On Wed, Oct 21, 2020 at 09:40:26AM +0200, Miklos Szeredi wrote:
> On Tue, Oct 20, 2020 at 10:42 PM Vivek Goyal <vgoyal@redhat.com> wrote:
> 
> > As you said, for the full page WRITE, we can probably mark it
> > page uptodate write away and drop page lock (Keep reference and
> > send WRITE request to fuse server). For the partial page write this will
> > not work and there seem to be atleast two options.
> >
> > A. Either we read the page back from disk first and mark it uptodate.
> >
> > B. Or we keep track of such partial writes and block any further
> >    reads/readpage/direct_IO on these pages till partial write is
> >    complete. After that looks like page will be left notuptodate
> >    in page cache and reader will read it from disk. We are doing
> >    something similar for tracking writeback requests. It is much
> >    more complicated though and we probably can design something
> >    simpler for these writethrough/synchronous writes.
> >
> > I am assuming that A. will lead to performance penalty for short
> > random writes.
> 
> C.  Keep partial tail page locked.  If write involves a partial and
> head AND tail page, then read head page first.  I think that would be
> a good compromise between performance and simplicity.
> 
> WDYT?

Hi Miklos,

Sounds good. I refined this idea little bit more to avoid read
completely. We can add read later if it benefits in certain
situations.

D. If one does a partial page write of a page which is not uptodate, then
   keep page locked and do not try to send multiple pages in that write.
   If page is uptodate, then release page lock and continue to add more
   pages to same request.

IOW, if head page is partial (and it is not uptodate), we will just
send first WRITE with head page. Rest of the pages will go in second
WRITE and tail page could be locked if it was a partial write and
page was not uptodate. Please have a look at attached patch.

I still some concerns though with error handling. Not sure what to
do about it.

1. What happens if WRITE fails. If we are writing a full page and we
  already marked it as Uptodate (And not dirty), then we have page
  cache in page where we wrote data but could not send it to disk
  (and did not mark dirty as well).
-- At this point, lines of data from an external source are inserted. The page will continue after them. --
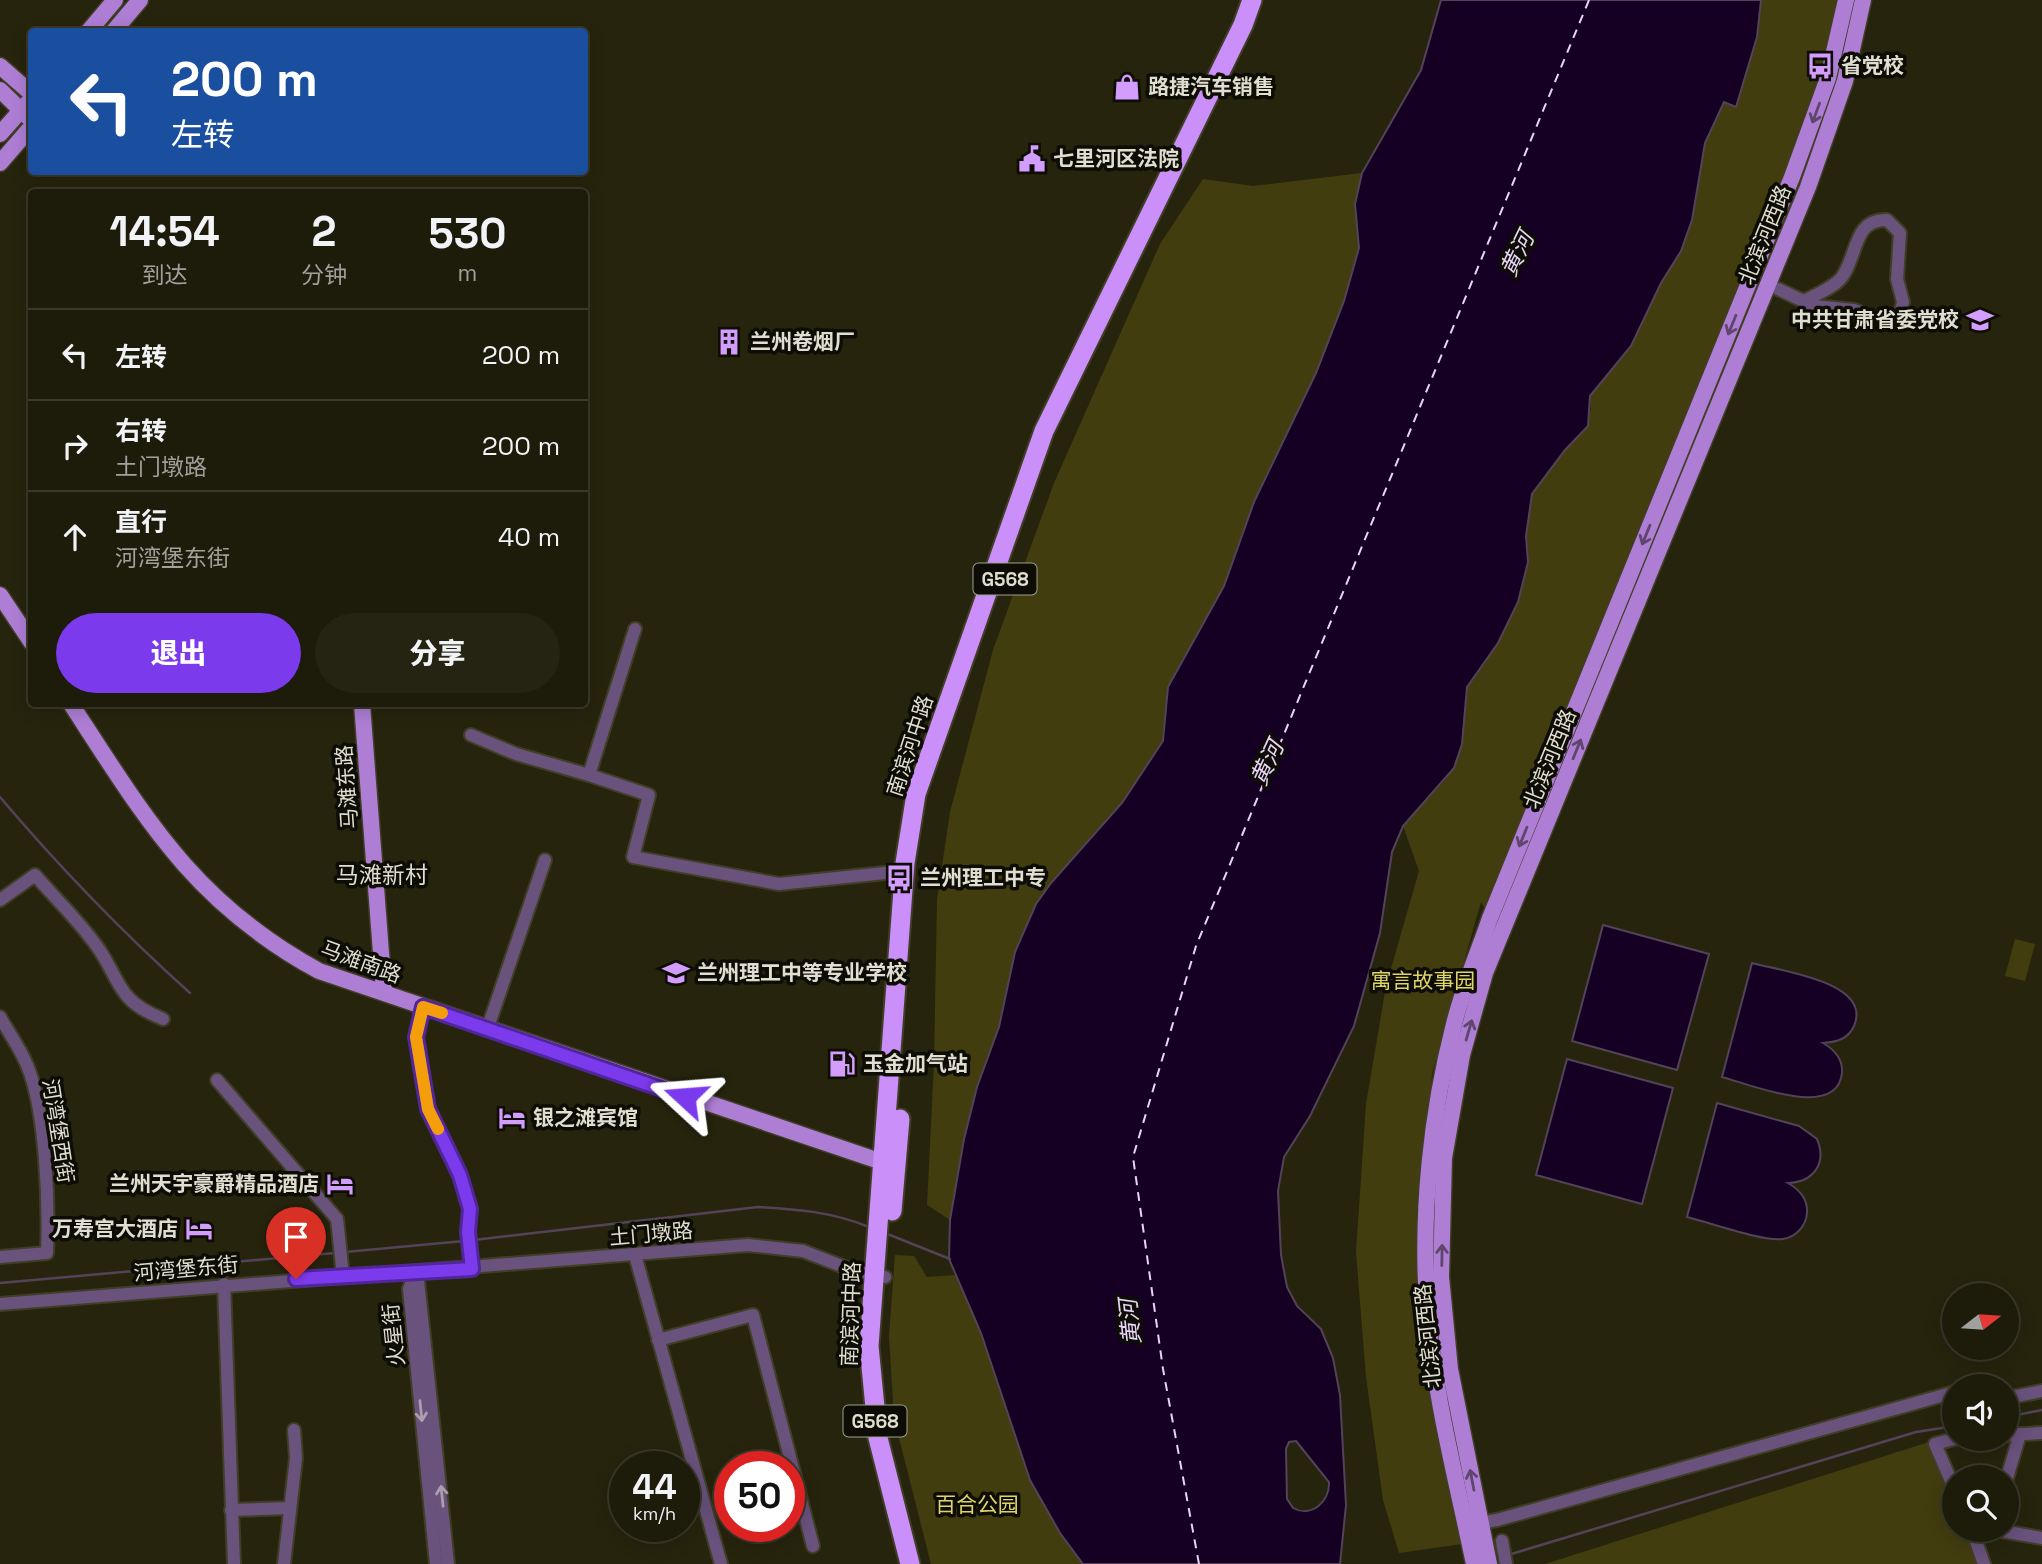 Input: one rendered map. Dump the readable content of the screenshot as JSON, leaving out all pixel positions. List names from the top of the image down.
{
  "streets": {
    "highway": ["G568", "南滨河中路"],
    "main road": ["北滨河西路", "马滩东路", "马滩南路"],
    "street": [
      "河湾堡西街",
      "土门墩路",
      "河湾堡东街",
      "火星街"
    ]
  },
  "crossings": [
    ["南滨河中路", "马滩南路"],
    ["南滨河中路", "土门墩路"],
    ["马滩东路", "马滩南路"],
    ["土门墩路", "河湾堡东街"],
    ["土门墩路", "火星街"],
    ["河湾堡东街", "火星街"]
  ],
  "districts": ["马滩新村"],
  "water": ["黄河"],
  "parks": ["寓言故事园", "百合公园"],
  "places": {
    "bus stop": ["省党校", "兰州理工中专"],
    "shop": ["路捷汽车销售"],
    "public building": ["七里河区法院"],
    "school or university": ["中共甘肃省委党校", "兰州理工中等专业学校"],
    "building": ["兰州卷烟厂"],
    "fuel station": ["玉金加气站"],
    "hotel": ["银之滩宾馆", "兰州天宇豪爵精品酒店", "万寿宫大酒店"]
  },
  "north": "right",
  "page": {
    "turn": ["200 m", "左转"],
    "eta": [
      "14:54",
      "到达",
      "2",
      "分钟",
      "530",
      "m"
    ],
    "list": [
      {
        "name": "左转",
        "value": "200 m"
      },
      {
        "name": "右转",
        "note": "土门墩路",
        "value": "200 m"
      },
      {
        "name": "直行",
        "note": "河湾堡东街",
        "value": "40 m"
      }
    ],
    "buttons": ["退出", "分享"],
    "speed": "44 km/h",
    "limit": "50"
  }
}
So if a user reads the page
  back it might get cache copy or get old copy from disk (if page
  cache copy was released).

2. What happens if it is a partial page write to an Uptodate page
  in cache and that WRITE fails. Now we have same error scenario
  as 1. In fact this is true for even current code and not
  necessarily a new scenario.

3. Current code marks a page Uptodate upon WRITE completion if
   it was full page WRITE. What if page was uptodate to begin
   with and write fails. So current code will not mark it
   Uptodate but it is already uptodate and we have same problem as 1.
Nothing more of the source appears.